_Exercise_
Nothing may be changed. Give the entries below again exactly.

_Data for the task_
■ ■ ■
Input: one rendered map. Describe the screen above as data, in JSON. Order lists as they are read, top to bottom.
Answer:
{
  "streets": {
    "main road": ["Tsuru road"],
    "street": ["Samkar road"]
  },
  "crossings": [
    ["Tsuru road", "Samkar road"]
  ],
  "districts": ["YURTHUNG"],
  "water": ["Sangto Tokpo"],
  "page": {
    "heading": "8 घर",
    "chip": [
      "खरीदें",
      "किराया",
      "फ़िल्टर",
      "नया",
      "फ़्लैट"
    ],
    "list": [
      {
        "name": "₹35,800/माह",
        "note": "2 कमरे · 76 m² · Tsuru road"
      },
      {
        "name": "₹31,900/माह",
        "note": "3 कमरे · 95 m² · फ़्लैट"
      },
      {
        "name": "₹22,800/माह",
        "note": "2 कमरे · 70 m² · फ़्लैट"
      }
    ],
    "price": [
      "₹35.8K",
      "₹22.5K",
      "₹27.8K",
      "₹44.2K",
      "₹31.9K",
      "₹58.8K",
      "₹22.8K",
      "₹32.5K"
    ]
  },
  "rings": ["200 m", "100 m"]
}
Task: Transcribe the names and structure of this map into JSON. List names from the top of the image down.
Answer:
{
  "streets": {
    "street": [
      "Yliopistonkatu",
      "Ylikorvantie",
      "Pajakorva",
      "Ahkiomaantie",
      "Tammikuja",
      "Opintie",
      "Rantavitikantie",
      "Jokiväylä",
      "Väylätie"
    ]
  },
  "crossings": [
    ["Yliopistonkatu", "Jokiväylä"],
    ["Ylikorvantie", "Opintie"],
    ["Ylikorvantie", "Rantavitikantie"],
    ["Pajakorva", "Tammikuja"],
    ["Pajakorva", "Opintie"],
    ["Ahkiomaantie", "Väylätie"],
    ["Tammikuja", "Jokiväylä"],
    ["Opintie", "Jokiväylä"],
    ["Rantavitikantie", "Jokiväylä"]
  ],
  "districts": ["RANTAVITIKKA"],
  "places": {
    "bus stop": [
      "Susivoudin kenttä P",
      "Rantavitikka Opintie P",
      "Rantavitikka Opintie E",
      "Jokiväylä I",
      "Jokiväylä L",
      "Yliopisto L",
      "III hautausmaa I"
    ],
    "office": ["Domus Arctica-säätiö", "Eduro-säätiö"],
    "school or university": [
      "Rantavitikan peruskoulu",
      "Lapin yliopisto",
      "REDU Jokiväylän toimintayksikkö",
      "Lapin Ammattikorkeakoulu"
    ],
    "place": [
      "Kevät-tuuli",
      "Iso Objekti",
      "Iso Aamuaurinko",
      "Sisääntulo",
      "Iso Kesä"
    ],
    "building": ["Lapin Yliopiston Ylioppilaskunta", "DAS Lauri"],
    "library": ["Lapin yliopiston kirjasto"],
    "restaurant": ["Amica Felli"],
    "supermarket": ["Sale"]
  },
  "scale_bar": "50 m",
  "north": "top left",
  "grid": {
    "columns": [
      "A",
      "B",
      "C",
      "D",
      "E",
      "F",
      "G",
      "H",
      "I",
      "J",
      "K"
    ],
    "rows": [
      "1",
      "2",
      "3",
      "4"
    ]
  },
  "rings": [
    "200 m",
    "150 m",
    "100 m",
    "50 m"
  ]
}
■ ■ ■
_Exercise result_
Input: one rendered map. Describe the screen above as data, in JSON. Order lists as they are read, top to bottom.
Answer:
{
  "streets": {
    "main road": ["Tsuru road"],
    "street": ["Samkar road"]
  },
  "crossings": [
    ["Tsuru road", "Samkar road"]
  ],
  "districts": ["YURTHUNG"],
  "water": ["Sangto Tokpo"],
  "page": {
    "heading": "8 घर",
    "chip": [
      "खरीदें",
      "किराया",
      "फ़िल्टर",
      "नया",
      "फ़्लैट"
    ],
    "list": [
      {
        "name": "₹35,800/माह",
        "note": "2 कमरे · 76 m² · Tsuru road"
      },
      {
        "name": "₹31,900/माह",
        "note": "3 कमरे · 95 m² · फ़्लैट"
      },
      {
        "name": "₹22,800/माह",
        "note": "2 कमरे · 70 m² · फ़्लैट"
      }
    ],
    "price": [
      "₹35.8K",
      "₹22.5K",
      "₹27.8K",
      "₹44.2K",
      "₹31.9K",
      "₹58.8K",
      "₹22.8K",
      "₹32.5K"
    ]
  },
  "rings": ["200 m", "100 m"]
}
Task: Transcribe the names and structure of this map into JSON. List names from the top of the image down.
Answer:
{
  "streets": {
    "street": [
      "Yliopistonkatu",
      "Ylikorvantie",
      "Pajakorva",
      "Ahkiomaantie",
      "Tammikuja",
      "Opintie",
      "Rantavitikantie",
      "Jokiväylä",
      "Väylätie"
    ]
  },
  "crossings": [
    ["Yliopistonkatu", "Jokiväylä"],
    ["Ylikorvantie", "Opintie"],
    ["Ylikorvantie", "Rantavitikantie"],
    ["Pajakorva", "Tammikuja"],
    ["Pajakorva", "Opintie"],
    ["Ahkiomaantie", "Väylätie"],
    ["Tammikuja", "Jokiväylä"],
    ["Opintie", "Jokiväylä"],
    ["Rantavitikantie", "Jokiväylä"]
  ],
  "districts": ["RANTAVITIKKA"],
  "places": {
    "bus stop": [
      "Susivoudin kenttä P",
      "Rantavitikka Opintie P",
      "Rantavitikka Opintie E",
      "Jokiväylä I",
      "Jokiväylä L",
      "Yliopisto L",
      "III hautausmaa I"
    ],
    "office": ["Domus Arctica-säätiö", "Eduro-säätiö"],
    "school or university": [
      "Rantavitikan peruskoulu",
      "Lapin yliopisto",
      "REDU Jokiväylän toimintayksikkö",
      "Lapin Ammattikorkeakoulu"
    ],
    "place": [
      "Kevät-tuuli",
      "Iso Objekti",
      "Iso Aamuaurinko",
      "Sisääntulo",
      "Iso Kesä"
    ],
    "building": ["Lapin Yliopiston Ylioppilaskunta", "DAS Lauri"],
    "library": ["Lapin yliopiston kirjasto"],
    "restaurant": ["Amica Felli"],
    "supermarket": ["Sale"]
  },
  "scale_bar": "50 m",
  "north": "top left",
  "grid": {
    "columns": [
      "A",
      "B",
      "C",
      "D",
      "E",
      "F",
      "G",
      "H",
      "I",
      "J",
      "K"
    ],
    "rows": [
      "1",
      "2",
      "3",
      "4"
    ]
  },
  "rings": [
    "200 m",
    "150 m",
    "100 m",
    "50 m"
  ]
}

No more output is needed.